For frontier AI models, the momentum is undeniable. On Wednesday, Mistral unveiled its latest flagship model, Large 2, claiming it rivals the most advanced models from OpenAI and Meta in key areas like code generation, mathematics, and reasoning.
This launch follows closely on the heels of Meta's release of its latest open-source model, Llama 3.1 405B, just a day prior. Mistral asserts that Large 2 not only elevates the standard for performance but also optimizes cost efficiency for open models, which it supports with several key benchmarks.
With a parameter count of just 123 billion, Large 2 reportedly surpasses Llama 3.1 405B in both coding tasks and mathematical accuracy, despite having less than a third of the parameters. Mistral highlights a focused effort during training to reduce hallucination issues. The company emphasizes that Large 2 is designed to be more discerning, opting to admit uncertainty rather than fabricating plausible yet incorrect information.

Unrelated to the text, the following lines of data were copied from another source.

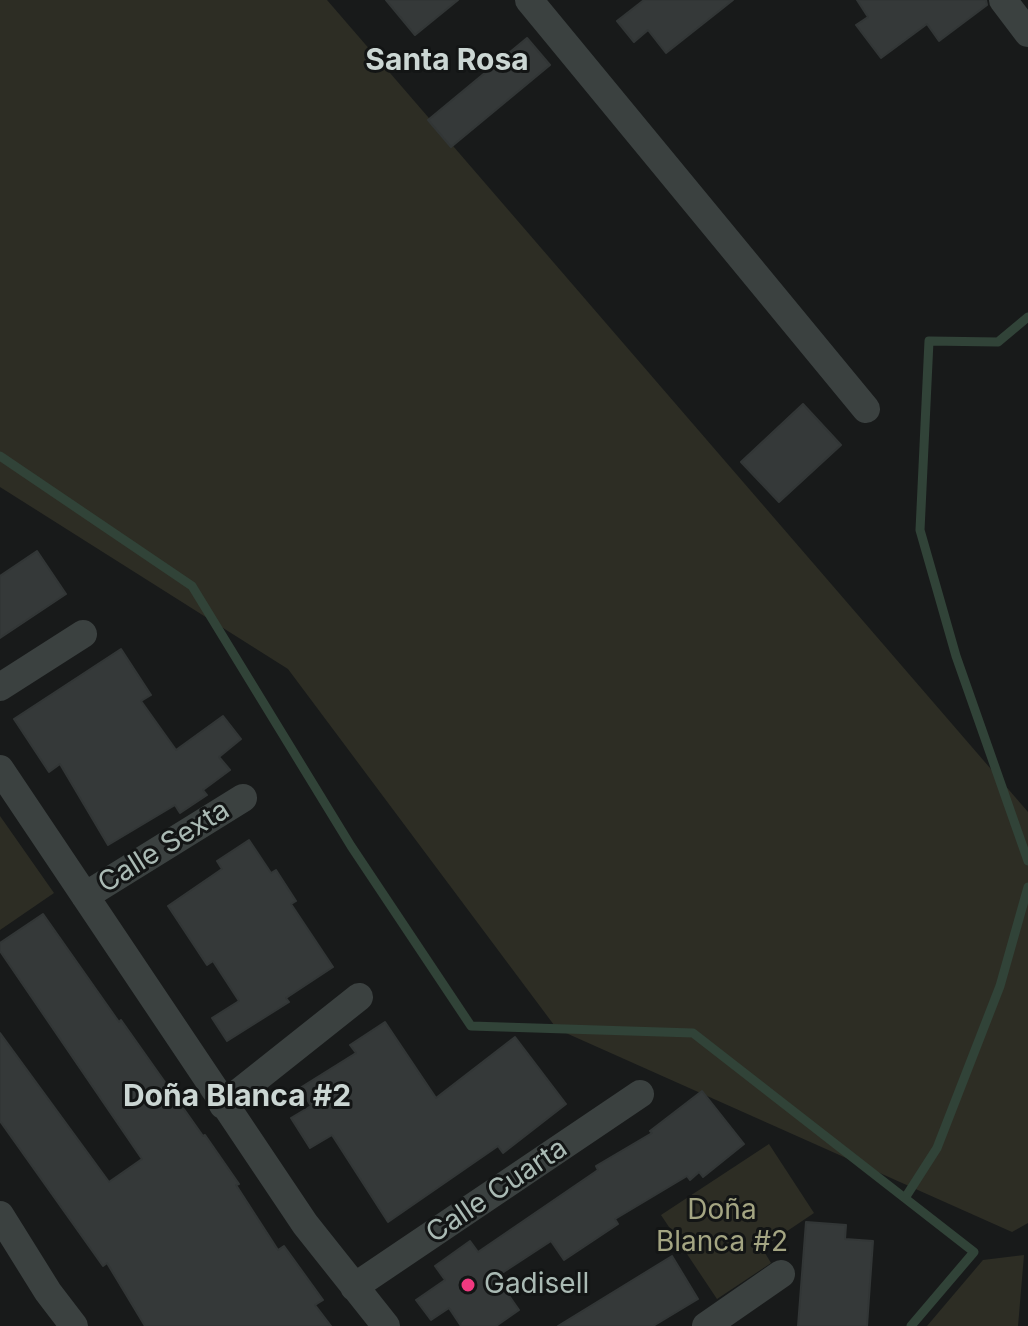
<!DOCTYPE html>
<meta charset="utf-8">
<style>
body{margin:0}
canvas{display:block;background:#181a1a}
</style>
<canvas width="1028" height="1326"></canvas>
<script>
const ctx = document.querySelector('canvas').getContext('2d');
ctx.lineJoin = 'round';
function fillPath(path, color) { ctx.fillStyle = color; ctx.fill(path, 'evenodd'); }
function trace(path, color, width, dash) { ctx.strokeStyle = color; ctx.lineWidth = width; ctx.lineCap = dash ? 'butt' : 'round'; ctx.setLineDash(dash || []); ctx.stroke(path); }
function write(font, color, halo, rows, align = 'center') {
  ctx.font = font + ' Inter,sans-serif'; ctx.lineWidth = 6; ctx.setLineDash([]); ctx.textBaseline = 'middle'; ctx.strokeStyle = halo; ctx.fillStyle = color; for (const [text, x, y, turn = 0] of rows) {
    ctx.save(); ctx.translate(x, y); ctx.rotate((+turn || 0) * Math.PI / 180); ctx.textAlign = isNaN(turn) ? turn : align; if (halo) ctx.strokeText(text, 0, 0); ctx.fillText(text, 0, 0); ctx.restore();
  }
}
fillPath(new Path2D(`
 M 0,0 L 327,0 L 1028,812 L 1028,1223 L 1012,1232 L 557,1029 L 288,669 L 0,487 Z
 M 0,816 L 54,893 L 0,930 Z
 M 769,1144 L 814,1213 L 762,1248 L 771,1263 L 717,1299 L 661,1215 Z
 M 1024,1255 L 1018,1326 L 927,1326 L 983,1260 Z`), '#2d2d24');
trace(new Path2D(`
 M 1028,317 L 998,342 L 929,341 L 920,530 L 956,656 L 1028,861
 M 0,456 L 192,586 L 351,846 L 471,1026 L 693,1033 L 974,1252 L 911,1326
 M 905,1198 L 937,1148 L 1000,986 L 1028,887`), '#314338', 9);
const building = new Path2D(`
 M 386,0 L 458,0 L 415,35 Z
 M 644,0 L 733,0 L 666,53 L 648,30 L 634,42 L 617,21 Z
 M 857,0 L 986,0 L 987,5 L 939,41 L 927,24 L 881,58 L 856,25 L 868,17 Z
 M 527,38 L 550,65 L 451,147 L 428,120 Z
 M 803,404 L 841,445 L 779,502 L 741,462 Z
 M 37,551 L 66,594 L 0,638 L 0,576 Z
 M 121,649 L 151,695 L 141,701 L 176,750 L 223,716 L 241,739 L 219,757 L 230,770 L 203,790 L 207,795 L 180,813 L 175,805 L 108,845 L 60,764 L 49,772 L 14,719 Z
 M 249,840 L 271,873 L 276,870 L 296,901 L 291,904 L 333,967 L 286,998 L 289,1002 L 227,1041 L 212,1018 L 239,1001 L 213,961 L 207,965 L 168,906 L 222,869 L 217,861 Z
 M 43,914 L 119,1022 L 121,1020 L 203,1136 L 205,1135 L 239,1184 L 236,1185 L 278,1250 L 284,1246 L 323,1300 L 315,1305 L 331,1326 L 145,1326 L 107,1263 L 103,1266 L 0,1121 L 0,1033 L 109,1182 L 142,1159 L 0,951 L 0,943 Z
 M 385,1022 L 436,1098 L 515,1037 L 566,1104 L 503,1153 L 498,1146 L 388,1222 L 332,1135 L 310,1148 L 291,1118 L 311,1106 L 300,1088 L 356,1053 L 350,1045 Z
 M 702,1091 L 744,1144 L 703,1177 L 699,1172 L 690,1180 L 687,1176 L 615,1219 L 618,1224 L 564,1260 L 551,1241 L 496,1277 L 519,1310 L 496,1326 L 461,1326 L 449,1308 L 431,1320 L 416,1300 L 445,1280 L 435,1266 L 470,1241 L 478,1252 L 598,1170 L 596,1166 L 652,1133 L 650,1131 Z
 M 806,1222 L 846,1225 L 845,1239 L 873,1241 L 867,1326 L 798,1326 Z
 M 672,1256 L 698,1299 L 653,1326 L 558,1326 Z`);
fillPath(building, '#353939');
trace(building, '#323636', 2);
trace(new Path2D(`
 M 529,0 L 866,409
 M 1003,0 L 1028,33
 M 0,687 L 83,634
 M 0,769 L 305,1224 L 386,1326
 M 85,896 L 243,798
 M 223,1105 L 359,997
 M 0,1215 L 48,1292 L 74,1326
 M 354,1287 L 640,1094
 M 706,1326 L 781,1274`), '#3b4140', 28);
for (const [x, y, r, color] of [
 [468,1285,8,"#f13980"]
]) { const dot = new Path2D(); dot.arc(x, y, r, 0, 2 * Math.PI); ctx.fillStyle = color; ctx.fill(dot); trace(dot, '#131515', 3); }
write('28px', '#aabab4', '#131515', [
 ["Calle Sexta",164,847,-32],
 ["Calle Cuarta",497,1191,-34]
]);
write('28px', '#a4a582', '#131515', [
 ["Doña",722,1211],
 ["Blanca #2",722,1243]
]);
write('28px', '#aabab4', '#131515', [
 ["Gadisell",484,1285]
], 'left');
write('bold 30px', '#cbd6d3', '#131515', [
 ["Santa Rosa",447,61],
 ["Doña Blanca #2",237,1097]
]);
</script>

The Paris-based AI startup recently secured $640 million in a Series B funding round led by General Catalyst, achieving a valuation of $6 billion. Although Mistral is one of the newer players in the artificial intelligence landscape, it is rapidly delivering cutting-edge AI models.
However, it's important to note that Mistral's offerings, like many in the industry, aren’t open-source in the traditional sense; any commercial use of the model requires a paid license. While they are more accessible than models like GPT-4o, very few organizations possess the expertise or infrastructure necessary to implement such large-scale models, including Llama’s impressive 405 billion parameters.
One feature absent from both Mistral Large 2 and Meta's Llama 3.1 release is multimodal capability. OpenAI currently leads the way in multimodal AI systems, which can process both images and text simultaneously—a development many startups are eager to pursue.
Large 2 boasts a remarkable 128,000 token window, allowing it to process extensive data inputs in one go (128,000 tokens translate to about a 300-page book). Additionally, Mistral's new model enhances multilingual capabilities, understanding languages including English, French, German, Spanish, Italian, Portuguese, Arabic, Hindi, Russian, Chinese, Japanese, and Korean, along with 80 coding languages. Notably, Mistral claims that Large 2 produces more concise responses compared to leading models, which often provide excessively verbose outputs.
Mistral Large 2 can be accessed on several platforms, including Google Vertex AI, Amazon Bedrock, Azure AI Studio, and IBM watsonx.ai. Users can also try the model for free on Mistral’s platform, under the name “mistral-large-2407,” or explore its functionalities through the startup’s ChatGPT alternative, Le Chat.